**Assigned task:**
Each entry below is to be returned exactly, with any pictures left out.

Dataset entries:
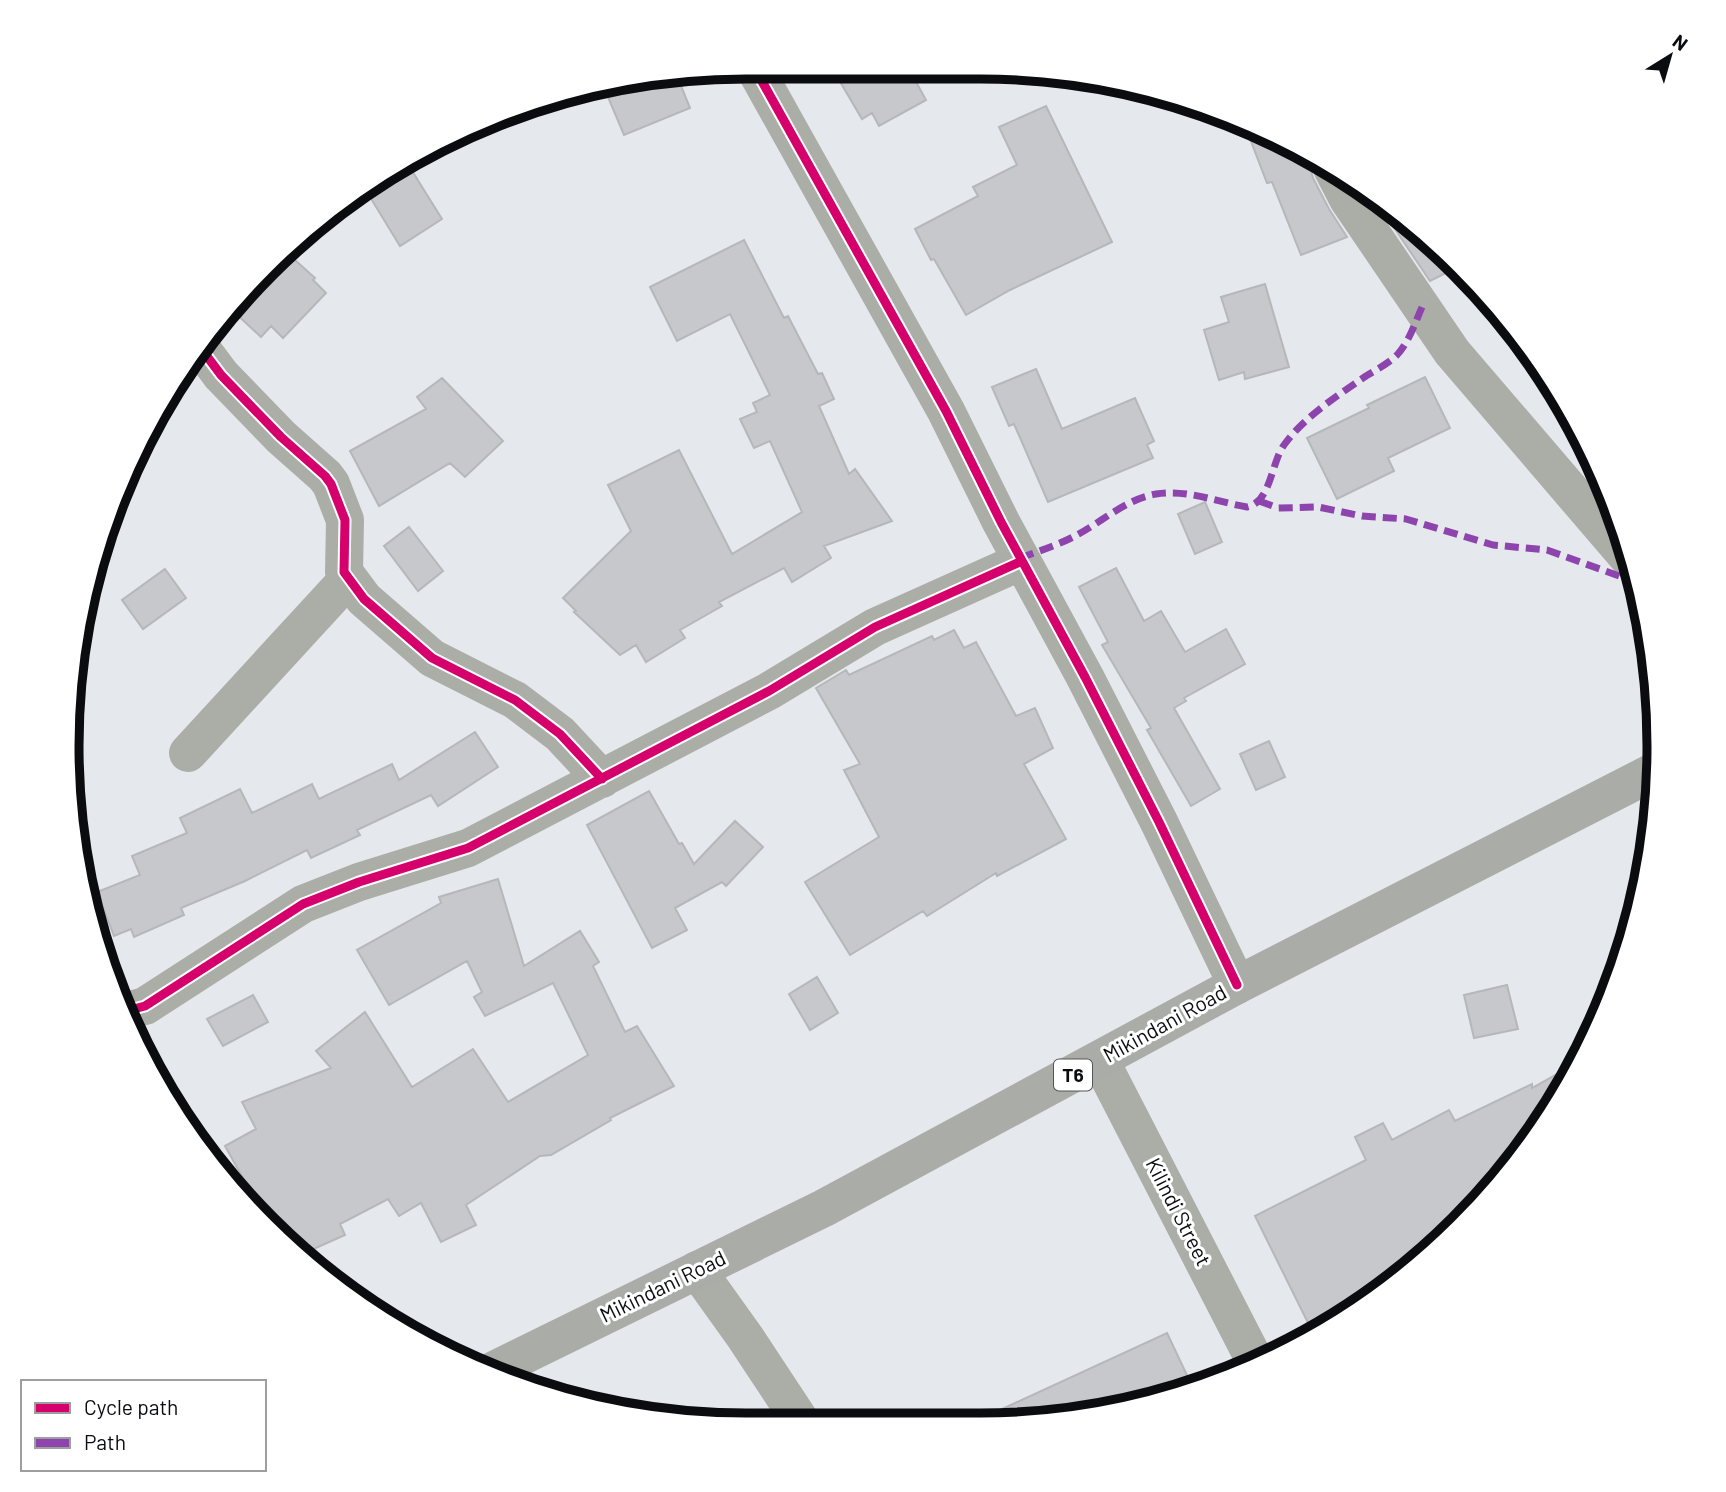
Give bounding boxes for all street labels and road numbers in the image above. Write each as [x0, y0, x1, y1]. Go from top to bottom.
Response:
street label: Mikindani Road [1098, 979, 1230, 1067]
road number: T6 [1054, 1060, 1092, 1091]
street label: Kilindi Street [1141, 1153, 1217, 1270]
street label: Mikindani Road [595, 1244, 729, 1327]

**Expected answer:**
Give bounding boxes for all street labels and road numbers in the image above. Write each as [x0, y0, x1, y1]. Go from top to bottom.
Response:
street label: Mikindani Road [1098, 979, 1230, 1067]
road number: T6 [1054, 1060, 1092, 1091]
street label: Kilindi Street [1141, 1153, 1217, 1270]
street label: Mikindani Road [595, 1244, 729, 1327]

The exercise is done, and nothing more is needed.